On a much more surreal note, behzad.com is up and disfunctional. (Behzad being the fictional reality behind the character known as Consultimo.) I am really not sure, in this state of mind, what to make of this. I would rather not try to sleep, knowing, but it’s dark, and it’s raining heavily, and my eyelids are drooping precariously. I can only hope the nightmares pass me over.
Rodney | 11:10:00 PM [permalink]I let the world pass me by.
That’s why, for years, I didn’t want to know about anything. Today, I went to the library and browsed. Brought home a half-dozen books. Haven’t really read fiction for years—I get too wrapped up in it. My writing over the last few years has been painfully stiff. I just didn’t want to know, didn’t want to hear, clock in, avoid everything, clock out. Of course, in the meantime, communication has gotten incrementally more pervasive—it was hard to get a handle on back when Usenet was everything and now it’s quite impossible to make one’s voice heard over the din, which only discouraged me more. It’s hard to establish one’s expertise when they’re a thousand people at a moment’s notice who have a better background than you. As Bart says, “Gotcha. Can’t win, don’t try.”
I do this for my own satisfaction of my own standards of quality, and I couldn’t win, so I didn’t try. It’s fun to play here with my record collection (one of the few underrepresented angles I can still spin with) and rant about things of temporal inconsequence, but it has so far been only that, and the occasional clue… off to page an available buddy…
I remember.
Rodney | 9:56:00 PM [permalink]The main difference between the architecture in Northeast Ohio and Bolton, Lancashire is that Bolton has architecture.
Caroline’s friend Tony asked me if I could taste any difference in the air—and I could, it was crisp and clean and invigorating. Everything was cleaner there, and they had weather.
I wanted to take pictures inside shops, which, thankfully, Caroline advised me out of, but the record stores were nirvana. The local Asda, which is roughly equivalent to Meijer/Super Target, had a better music section than most actual record stores I’ve been to in the Midwest United States. They also had biscuits and proper chocolate as far as they eye could see, alcoholic beverages in liter plastic bottles, and apples the size of coconuts. Even the signature American dessert, the apple pie, was better there (Florence, my mother-in-law, baked one for me!).
They also had hills. Northeast Ohio is very flat (in almost every conceivable sense of the word).

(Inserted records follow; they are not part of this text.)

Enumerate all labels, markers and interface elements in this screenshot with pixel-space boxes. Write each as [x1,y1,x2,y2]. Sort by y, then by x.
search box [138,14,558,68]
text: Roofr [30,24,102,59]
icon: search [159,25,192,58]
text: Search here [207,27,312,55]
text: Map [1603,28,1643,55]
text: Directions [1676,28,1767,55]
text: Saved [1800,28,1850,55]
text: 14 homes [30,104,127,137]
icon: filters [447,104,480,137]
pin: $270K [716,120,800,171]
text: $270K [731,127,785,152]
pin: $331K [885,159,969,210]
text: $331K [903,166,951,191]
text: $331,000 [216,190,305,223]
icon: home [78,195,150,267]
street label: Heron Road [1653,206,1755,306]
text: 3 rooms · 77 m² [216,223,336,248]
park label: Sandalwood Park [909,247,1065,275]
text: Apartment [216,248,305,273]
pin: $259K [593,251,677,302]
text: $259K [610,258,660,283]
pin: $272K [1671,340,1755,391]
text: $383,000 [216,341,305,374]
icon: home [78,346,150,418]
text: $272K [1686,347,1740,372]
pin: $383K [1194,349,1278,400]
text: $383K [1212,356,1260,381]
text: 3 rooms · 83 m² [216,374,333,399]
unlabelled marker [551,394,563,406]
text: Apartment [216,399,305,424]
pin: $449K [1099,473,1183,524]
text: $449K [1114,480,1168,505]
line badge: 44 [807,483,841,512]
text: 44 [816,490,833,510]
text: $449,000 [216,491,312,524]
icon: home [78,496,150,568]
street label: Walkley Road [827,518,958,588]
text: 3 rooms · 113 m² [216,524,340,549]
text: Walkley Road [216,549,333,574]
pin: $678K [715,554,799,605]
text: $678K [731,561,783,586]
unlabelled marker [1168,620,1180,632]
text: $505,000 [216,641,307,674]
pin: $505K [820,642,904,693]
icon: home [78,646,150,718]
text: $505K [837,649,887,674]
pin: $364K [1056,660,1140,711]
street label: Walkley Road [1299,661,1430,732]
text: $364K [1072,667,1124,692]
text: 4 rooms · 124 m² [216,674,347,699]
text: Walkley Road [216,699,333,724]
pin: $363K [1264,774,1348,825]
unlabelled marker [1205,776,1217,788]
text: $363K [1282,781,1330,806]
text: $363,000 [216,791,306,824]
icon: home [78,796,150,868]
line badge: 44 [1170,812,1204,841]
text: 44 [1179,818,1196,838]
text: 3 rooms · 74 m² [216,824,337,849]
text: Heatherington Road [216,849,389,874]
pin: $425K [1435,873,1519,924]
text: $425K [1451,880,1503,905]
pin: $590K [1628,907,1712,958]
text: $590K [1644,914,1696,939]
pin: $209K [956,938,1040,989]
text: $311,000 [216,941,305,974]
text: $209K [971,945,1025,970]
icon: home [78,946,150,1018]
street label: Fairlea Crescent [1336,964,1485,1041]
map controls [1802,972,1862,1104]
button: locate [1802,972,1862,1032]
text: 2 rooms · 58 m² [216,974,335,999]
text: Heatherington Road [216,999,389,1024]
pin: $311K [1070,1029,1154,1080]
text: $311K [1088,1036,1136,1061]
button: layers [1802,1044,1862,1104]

During our visit to Manchester for CDs and curry, Caroline spoke with someone she knew at Vinyl Exchange. When she told him she had moved to Cleveland, Ohio, he became very animated about Cleveland’s 1970s punk scene. I could see Michael Stanley’s heart exploding from a hemisphere away, and smiled. (Michael Stanley being the local stadium “rock” hack who everyone in Cleveland kowtowed to in the late 1970s and early 1980s, but couldn’t get arrested outside of Ohio.)